Though Ravich doesn't reflect much on this fact, taking it as a given, it is perhaps the root of the problem. The staff and teachers of an individual school don't have the freedom to choose the materials they use for teaching. This is wrong from the very start. Teachers do a better job if they teach what they know. I use can effectively use recipes in teaching fractions because I know about cooking. If it is working for me, my kids are learning math, culture, a bit of reading and maybe a practical skill. It wouldn't work at all for another teacher.
Now to Ravich's argument. Textbook and text selections are made by state level committees in Texas and California. These committees are subject to immense pressure from both left and right wing organizations on every conceivable subject: evolution, abortion, homosexuality, multiculturalism, and on down the line.
The textbook and test creators are businesspeople. They want to avoid conflict. They do it by reducing their products to the consistency of pap, inoffensive to everybody but by the same token uninspiring to everybody. The states pick it and dictate that the teachers teach it. I suppose it makes no difference to somebody whose vision of himself is as an automaton in a huge state bureaucracy, charged with dispensing small doses of standardized learning. I am sure also that there are teachers who reluctantly adopt the role of automatons and teach what is given them.
People with passion are ditching the public schools. I have had kids in, taught and served as a board member of private schools. All of them in our area are swamped with applications. Why? The teachers really care. A big part of that caring is that the teachers can choose what they teach. They do it according to their own interests and the skills of the makeup of their individual classes. They meet frequently to make sure that their curricula fit together year to year and across courses.

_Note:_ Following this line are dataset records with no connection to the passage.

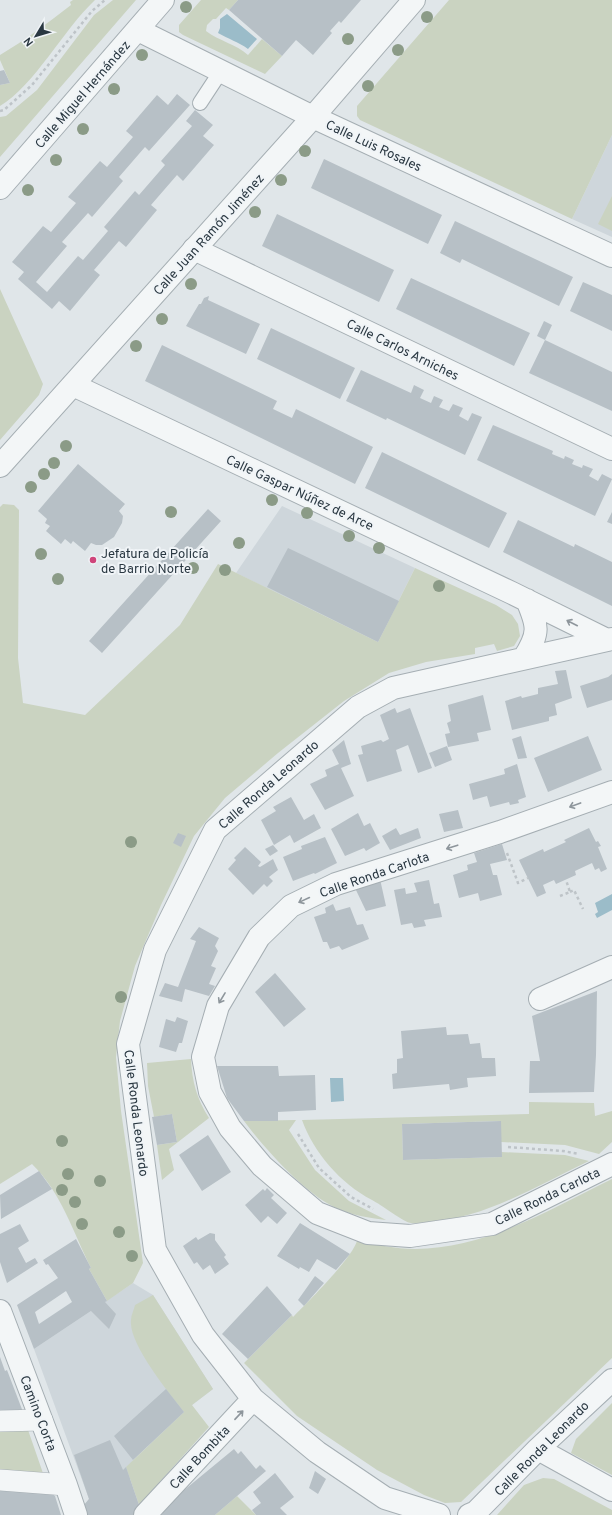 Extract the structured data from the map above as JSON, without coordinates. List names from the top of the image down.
{
  "streets": {
    "street": [
      "Calle Miguel Hernández",
      "Calle Luis Rosales",
      "Calle Juan Ramón Jiménez",
      "Calle Carlos Arniches",
      "Calle Gaspar Núñez de Arce",
      "Calle Ronda Leonardo",
      "Calle Ronda Carlota",
      "Camino Corta",
      "Calle Bombita"
    ]
  },
  "crossings": [
    ["Calle Miguel Hernández", "Calle Luis Rosales"],
    ["Calle Luis Rosales", "Calle Juan Ramón Jiménez"],
    ["Calle Juan Ramón Jiménez", "Calle Carlos Arniches"],
    ["Calle Juan Ramón Jiménez", "Calle Gaspar Núñez de Arce"],
    ["Calle Gaspar Núñez de Arce", "Calle Ronda Leonardo"],
    ["Calle Ronda Leonardo", "Calle Bombita"]
  ],
  "one_way": ["Calle Bombita"],
  "places": ["Jefatura de Policía de Barrio Norte"],
  "north": "bottom left"
}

I thought about political correctness Thursday as I substituted for a Spanish class. As the classroom teacher had left an assignment for the students to work on, I was able to engage a very intelligent Marxist in a discussion in Spanish about the revolution by the indigenous people in Chiapas, Mexico. Public school would never entertain materials on either Sandinistas or Contras, or for that matter, any significant dialog about Palestinians and Israelis. Sad, because it is issues like these, in which the kids are invested, that lead to the best teaching and learning.
Homeschoolers have grown from a few thousand to a couple of million over the last two decades. The moms I have talked to are passionate about letting their kids select an interest and pursue it. One kid liked Chinese food, then saw a picture of the Great Wall of China in a picture taken from space. He spent a month visiting museums, reading and writing about Chinese history. What is most profound is that this student liked school and this teacher liked teaching. Why? Because they did it their way. I hardly need to add that the standard pose of most schoolkids is total boredom. It is more than an affectation.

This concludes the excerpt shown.